* Input data *
######

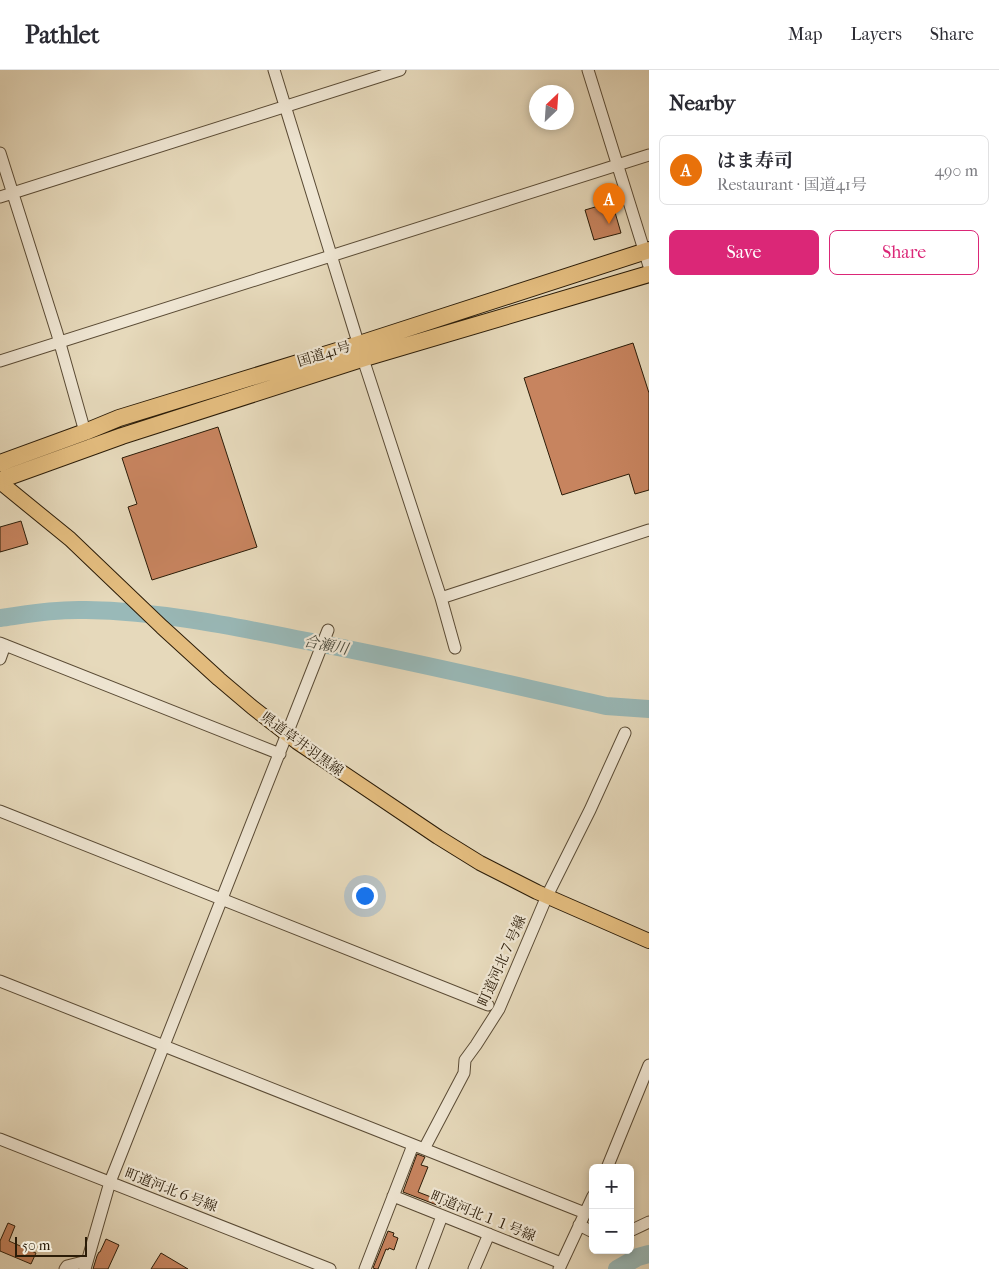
<!DOCTYPE html>
<meta charset="utf-8">
<style>
:root{--surface:#fff;--page:#f2f2f3;--text:#2b2b33;--muted:#7c7c81;--line:#e1e1e2;--accent:#db2777}
body{margin:0;font-family:"IM FELL French Canon","Noto Serif JP",serif;background:var(--page);color:var(--text)}
.controls{position:absolute;right:15px;bottom:15px;display:grid;overflow:hidden;border-radius:8px;box-shadow:0 2px 8px #0003}
.controls button{width:45px;height:45px;display:grid;place-items:center;padding:0;border:0;border-bottom:1px solid var(--line);background:var(--surface);color:var(--text);font:25px sans-serif}
.compass{position:absolute;left:529px;top:15px;width:45px;height:45px;border-radius:50%;background:var(--surface);box-shadow:0 2px 8px #0003;rotate:25deg}
.scale{position:absolute;left:15px;bottom:12px;width:72px;box-sizing:border-box;padding-left:5px;border:2px solid #2b1c08;border-top:0;font-size:14px;line-height:18px;white-space:nowrap;color:#2b1c08;-webkit-text-stroke:4px #efe6d3;paint-order:stroke}
.you{position:absolute;left:364px;top:825px;width:18px;height:18px;margin:-12px;border:4px solid #fff;border-radius:50%;background:#1a73e8;box-shadow:0 0 0 8px #1a73e833}
.badge{display:grid;place-items:center;width:32px;height:32px;border-radius:50%;background:var(--accent);color:#fff;font-size:16px;font-weight:700}
.pin{position:absolute;translate:-50% -41px;filter:drop-shadow(0 1px 2px #0008)}
.pin::after{content:'';position:absolute;top:26px;width:18px;height:15px;background:inherit;clip-path:polygon(0 0,100% 0,50% 100%)}
.list{margin:0;padding:0;list-style:none}
h2{display:flex;justify-content:space-between;align-items:center;height:65px;margin:0;padding:0 20px;font-size:21px}
h2 small{font-size:16px;font-weight:400;color:var(--muted)}
.list li{display:grid;grid-template-columns:32px 1fr auto;gap:15px;align-items:center;box-sizing:border-box;height:70px;margin:0 10px 10px;padding:0 10px;border:1px solid var(--line);border-radius:8px}
.list b{display:block;font-size:19px;white-space:nowrap}
.list p{margin:0;font-size:16px;white-space:nowrap;color:var(--muted)}
.list em{font-size:16px;font-style:normal;color:var(--muted)}
.actions{display:flex;gap:10px;padding:15px 20px}
.actions a{flex:1;padding:11px 0;border:1px solid var(--accent);border-radius:8px;text-align:center;font-size:18px;color:var(--accent)}
.actions .main{background:var(--accent);color:#fff}
.map{position:relative;flex:none;width:649px;height:1199px;overflow:hidden}
header{display:flex;align-items:center;gap:30px;box-sizing:border-box;height:70px;padding:0 25px;background:var(--surface);border-bottom:1px solid var(--line)}
header strong{font-size:24px}
nav{display:flex;gap:28px;margin-inline-start:auto;font-size:18px}
main{display:flex}
aside{flex:1;background:var(--surface)}
.map>svg:first-child{display:block}
.lines{fill:none;stroke-linecap:round;stroke-linejoin:round}
.river{stroke:#99b9b8;stroke-width:18}
.building{fill:#c7845f;stroke:#2b1c08}
.minor-casing{stroke:#5a4b35;stroke-width:13}
.major-casing{stroke:#2b1c08;stroke-width:16}
.highway-casing{stroke:#2b1c08;stroke-width:18}
.minor{stroke:#efe6d3;stroke-width:11}
.major{stroke:#e3bc7e;stroke-width:14}
.highway{stroke:#e3bc7e;stroke-width:16}
.labels{text-anchor:middle;dominant-baseline:central;stroke-width:4.5;stroke-linejoin:round;paint-order:stroke}
.street-label{font-size:14px;fill:#2b1c08;stroke:#efe6d3}
.water-label{font-size:15px;font-style:italic;fill:#4c4b3d;stroke:#efe6d3}
</style>
<header>
<strong>Pathlet</strong>
<nav><a>Map</a><a>Layers</a><a>Share</a></nav>
</header>
<main>
<div class="map">
<svg width="649" height="1199" viewBox="0 0 649 1199">
<rect width="100%" height="100%" fill="#e6d9bb"/>
<filter id="stains"><feTurbulence type="fractalNoise" baseFrequency=".004" numOctaves="4"/><feColorMatrix values="0 0 0 0 .2 0 0 0 0 .09 0 0 0 0 .02 0 0 0 .5 -.17"/></filter>
<radialGradient id="worn" r=".72"><stop offset=".6" stop-color="#630" stop-opacity="0"/><stop offset="1" stop-color="#630" stop-opacity=".3"/></radialGradient>
<g class="lines">
<!-- river -->
<path class="river" d="M 0,548 C 29,544 57,539 86,540 C 157,541 227,555 296,569 C 400,588 503,613 606,636 L 649,639
M 617,1199 L 638,1187 L 649,1184"/>
</g>
<!-- building -->
<path class="building" d="M 612,132 L 621,163 L 594,170 L 585,140 Z
M 633,273 L 649,323 L 649,420 L 635,424 L 629,404 L 562,425 L 524,308 Z
M 218,357 L 257,477 L 152,510 L 128,437 L 137,434 L 122,388 Z
M 21,451 L 28,474 L 0,482 L 0,457 Z
M 417,1084 L 425,1087 L 421,1095 L 428,1097 L 418,1122 L 444,1132 L 442,1137 L 403,1122 Z
M 8,1153 L 15,1156 L 9,1171 L 36,1183 L 31,1194 L 0,1181 L 0,1171 Z
M 388,1161 L 394,1163 L 393,1166 L 398,1168 L 394,1180 L 389,1178 L 388,1180 L 386,1179 L 378,1199 L 376,1199 L 373,1198 Z
M 106,1169 L 119,1175 L 108,1199 L 93,1199 L 97,1186 L 99,1182 L 100,1182 Z
M 161,1183 L 188,1199 L 151,1199 Z"/>
<g class="lines">
<defs>
<path id="minor" d="M 274,0 L 356,266
M 588,0 L 649,196
M 0,83 L 57,263 L 85,362
M 0,127 L 400,0
M 0,291 L 649,85
M 365,295 L 441,528 L 455,578
M 441,528 L 649,460
M 0,573 L 280,684
M 0,589 L 5,575
M 0,741 L 488,935
M 0,911 L 424,1079
M 0,1069 L 330,1199
M 607,1098 L 649,995
M 393,1126 L 561,1193
M 585,1143 L 424,1079 L 464,1003 L 465,990 L 476,975 L 499,939 L 547,826 L 590,740 L 625,663
M 579,1155 L 593,1162
M 630,1161 L 649,1152
M 65,1199 L 67,1196 L 87,1191
M 85,1199 L 110,1112 L 328,560
M 365,1199 L 413,1075
M 422,1199 L 442,1146
M 474,1199 L 489,1164
M 559,1199 L 593,1126"/>
<path id="major" d="M 0,412 L 70,469 L 162,557 L 219,609 L 252,637 L 297,672 L 438,767 L 480,793 L 537,822 L 649,871"/>
<path id="highway" d="M 0,393 L 85,362 L 119,348 L 350,277 L 649,180
M 0,410 L 122,366 L 368,287 L 649,204"/>
</defs>
<!-- minor casing -->
<use href="#minor" class="minor-casing"/>
<!-- major casing -->
<use href="#major" class="major-casing"/>
<!-- highway casing -->
<use href="#highway" class="highway-casing"/>
<!-- minor -->
<use href="#minor" class="minor"/>
<!-- major -->
<use href="#major" class="major"/>
<!-- highway -->
<use href="#highway" class="highway"/>
</g>
<g class="labels">
<!-- street labels -->
<g class="street-label">
<text transform="translate(324 284) rotate(-17)">国道41号</text>
<text transform="translate(302 674) rotate(36)">県道草井羽黒線</text>
<text transform="translate(502 891) rotate(-66)">町道河北７号線</text>
<text transform="translate(171 1120) rotate(21)">町道河北６号線</text>
<text transform="translate(483 1146) rotate(22)">町道河北１１号線</text>
</g>
<!-- water labels -->
<g class="water-label">
<text transform="translate(326 575) rotate(11)">合瀬川</text>
</g>
</g>
<rect width="100%" height="100%" filter="url(#stains)"/>
<rect width="100%" height="100%" fill="url(#worn)"/>
</svg>
<div class="controls">
<button>+</button>
<button>−</button>
</div>
<svg class="compass" viewBox="-18 -18 36 36"><path d="M0-13l5 13h-10z" fill="#e53935"/><path d="M0 13l5-13h-10z" fill="#7c7c81"/></svg>
<div class="scale">50 m</div>
<div class="you"></div>
<div class="pin badge" style="left:609px;top:154px;background:#e8710a">A</div>
</div>
<aside>
<h2>Nearby<small></small></h2>
<ul class="list">
<li><span class="badge" style="background:#e8710a">A</span><div><b>はま寿司</b><p>Restaurant · 国道41号</p></div><em>490 m</em></li>
</ul>
<div class="actions"><a class="main">Save</a><a>Share</a></div>
</aside>
</main>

######

* Problem to solve *
Throughout the material above, find each line with "water" and return it.

* Response to the exercise *
.water-label{font-size:15px;font-style:italic;fill:#4c4b3d;stroke:#efe6d3}
<!-- water labels -->
<g class="water-label">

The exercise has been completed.